Dimanche 5 juin 2005
    Depuis quelques jours un fait divers alimente ma curiosité.

    L'histoire commence à la fin de semaine dernière lorsqu'un collégien est amené à l'hopital après s'être blessé la jambe. Alors qu'il faisait du vélo le long d'une route nationale, il s'est ouvert avec un morceau de métal triangulaire qui sortait d'une rambarde de sécurité. Suite à cette rencontre (malheureuse), il du recevoir 18 points de suture. Les médias ont rapidement récupéré l'affaire et cette lame a d'abord été présentée comme étant fixée artificiellement sur la rambarde. Apparemment, elle avait été glissée entre la jonction de deux éléments.

    Je suis tombé sur une photo par hasard et, au début, cela ne m'a pas intrigué plus que ça. Les médias ont bien souvent ce genre d'histoires quand il ne se passe pas grand chose et, d'après la dite photo, j'ai eu l'impression que c'était (encore) l'oeuvre d'un déséquilibré.
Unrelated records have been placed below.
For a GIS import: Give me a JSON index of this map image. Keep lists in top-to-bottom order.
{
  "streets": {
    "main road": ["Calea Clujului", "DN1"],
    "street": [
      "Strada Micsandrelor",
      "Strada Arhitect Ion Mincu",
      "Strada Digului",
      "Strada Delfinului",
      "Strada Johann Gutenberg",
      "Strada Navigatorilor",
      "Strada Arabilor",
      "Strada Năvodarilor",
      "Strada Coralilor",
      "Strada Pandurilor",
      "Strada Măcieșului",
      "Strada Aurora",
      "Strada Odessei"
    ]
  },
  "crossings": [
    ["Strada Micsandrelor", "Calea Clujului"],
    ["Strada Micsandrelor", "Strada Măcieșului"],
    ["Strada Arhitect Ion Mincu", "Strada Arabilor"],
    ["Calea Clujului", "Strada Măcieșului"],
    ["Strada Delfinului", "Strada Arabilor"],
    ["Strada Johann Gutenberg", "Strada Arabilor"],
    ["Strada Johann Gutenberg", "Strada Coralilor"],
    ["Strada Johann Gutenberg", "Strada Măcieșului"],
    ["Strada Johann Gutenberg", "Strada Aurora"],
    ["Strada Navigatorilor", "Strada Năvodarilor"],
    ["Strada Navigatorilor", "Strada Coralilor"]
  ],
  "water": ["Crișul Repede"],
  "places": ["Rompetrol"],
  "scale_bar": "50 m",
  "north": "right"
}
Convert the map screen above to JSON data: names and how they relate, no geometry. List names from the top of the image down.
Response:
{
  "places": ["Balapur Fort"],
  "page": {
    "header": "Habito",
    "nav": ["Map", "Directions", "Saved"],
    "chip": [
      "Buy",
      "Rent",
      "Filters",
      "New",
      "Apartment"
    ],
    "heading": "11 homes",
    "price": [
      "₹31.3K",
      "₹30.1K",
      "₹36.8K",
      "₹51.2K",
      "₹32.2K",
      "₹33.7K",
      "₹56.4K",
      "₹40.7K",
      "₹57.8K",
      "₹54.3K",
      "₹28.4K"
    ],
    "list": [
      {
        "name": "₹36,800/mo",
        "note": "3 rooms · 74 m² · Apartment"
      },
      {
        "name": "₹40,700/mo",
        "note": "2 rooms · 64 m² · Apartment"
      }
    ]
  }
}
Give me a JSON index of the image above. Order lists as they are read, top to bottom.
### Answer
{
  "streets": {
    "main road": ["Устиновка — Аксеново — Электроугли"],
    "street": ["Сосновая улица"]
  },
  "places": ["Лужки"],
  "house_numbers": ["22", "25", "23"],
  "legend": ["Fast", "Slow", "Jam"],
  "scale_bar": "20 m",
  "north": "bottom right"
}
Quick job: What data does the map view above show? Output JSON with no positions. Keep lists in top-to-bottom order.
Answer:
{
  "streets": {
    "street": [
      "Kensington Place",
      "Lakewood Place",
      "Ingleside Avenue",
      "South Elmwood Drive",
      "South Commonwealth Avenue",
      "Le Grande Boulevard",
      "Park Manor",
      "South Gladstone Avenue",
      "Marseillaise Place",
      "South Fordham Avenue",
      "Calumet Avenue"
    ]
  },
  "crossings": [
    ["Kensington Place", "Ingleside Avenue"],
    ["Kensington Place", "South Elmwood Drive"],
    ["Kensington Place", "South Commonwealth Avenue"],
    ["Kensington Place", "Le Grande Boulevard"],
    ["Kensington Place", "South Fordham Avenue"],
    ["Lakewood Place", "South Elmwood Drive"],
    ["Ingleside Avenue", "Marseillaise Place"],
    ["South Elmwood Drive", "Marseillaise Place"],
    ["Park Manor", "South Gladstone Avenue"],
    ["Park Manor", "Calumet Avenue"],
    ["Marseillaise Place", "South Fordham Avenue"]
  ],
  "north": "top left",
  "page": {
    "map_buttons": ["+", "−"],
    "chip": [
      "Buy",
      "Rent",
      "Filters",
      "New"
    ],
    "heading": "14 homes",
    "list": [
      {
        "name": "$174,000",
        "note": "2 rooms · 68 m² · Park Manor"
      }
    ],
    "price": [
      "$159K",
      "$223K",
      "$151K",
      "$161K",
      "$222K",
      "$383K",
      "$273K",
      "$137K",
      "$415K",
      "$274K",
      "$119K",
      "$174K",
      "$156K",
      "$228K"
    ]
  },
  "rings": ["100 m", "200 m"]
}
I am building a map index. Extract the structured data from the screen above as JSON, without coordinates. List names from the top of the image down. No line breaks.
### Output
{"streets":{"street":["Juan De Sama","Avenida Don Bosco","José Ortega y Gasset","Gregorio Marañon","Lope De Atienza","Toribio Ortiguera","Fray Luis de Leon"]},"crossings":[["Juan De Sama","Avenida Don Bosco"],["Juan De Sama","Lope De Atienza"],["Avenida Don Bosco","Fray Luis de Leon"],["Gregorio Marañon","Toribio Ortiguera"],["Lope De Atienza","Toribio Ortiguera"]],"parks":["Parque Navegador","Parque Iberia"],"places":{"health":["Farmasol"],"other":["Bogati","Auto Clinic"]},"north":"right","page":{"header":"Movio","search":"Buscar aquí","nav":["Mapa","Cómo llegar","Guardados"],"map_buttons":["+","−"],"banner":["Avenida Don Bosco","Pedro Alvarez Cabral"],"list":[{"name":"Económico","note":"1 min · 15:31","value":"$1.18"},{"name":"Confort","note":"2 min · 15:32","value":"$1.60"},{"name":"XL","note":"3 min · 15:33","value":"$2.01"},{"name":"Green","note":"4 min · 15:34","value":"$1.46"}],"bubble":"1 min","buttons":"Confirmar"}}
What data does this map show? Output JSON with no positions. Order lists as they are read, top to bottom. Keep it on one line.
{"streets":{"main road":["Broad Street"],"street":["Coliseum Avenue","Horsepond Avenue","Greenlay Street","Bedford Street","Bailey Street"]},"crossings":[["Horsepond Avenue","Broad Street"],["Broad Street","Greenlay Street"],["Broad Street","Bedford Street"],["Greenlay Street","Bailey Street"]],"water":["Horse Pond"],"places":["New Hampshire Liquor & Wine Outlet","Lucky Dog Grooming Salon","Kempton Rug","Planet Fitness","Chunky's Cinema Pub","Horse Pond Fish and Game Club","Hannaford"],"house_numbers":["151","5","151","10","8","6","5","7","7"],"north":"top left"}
    L'affaire me semblait assez banale jusqu'à ce que j'apprenne que ces pointes se retrouvaient à travers tout le pays (photos , et ) et c'est en lisant un article que mon professeur de japonais nous a donné que je me suis rendu compte de l'ampleur de ce méfait.

    Dans un premier temps mon imagination galopante a élaboré une théorie d'un complot à l'échelle nationale. Il s'agissait probablement d'un groupe de personnes mal intentionné qui avait organisé cette opération à travers tout le Japon. En poussant un peu plus le raisonnement, j'ai même pensé que cela devait être des gamins répartis sur tout le territoire et qui communiquaient via l'internet (probablement via leur blog....).

    En revenant de mon cours et après avoir fait une recherche sur le net, j'ai été impressioné par la surenchère de lieux de découvertes. A l'heure actuelle mon grand favori reste le quotidien Asahi avec 24500 morceaux repérés.



    En lisant un peu plus posémment les articles, quelques détails m'ont quand même dérangé. A la mi-journée, les journaux se voulaient plus nuancés et présentaient leur sujet comme "l'énigme des morceaux de métal". Ils annonçaient que les fameuses pointes étaient bien souvent rouillées et que leurs formes n'étant pas régulières, elles ne semblaient pas avoir été fabriqués.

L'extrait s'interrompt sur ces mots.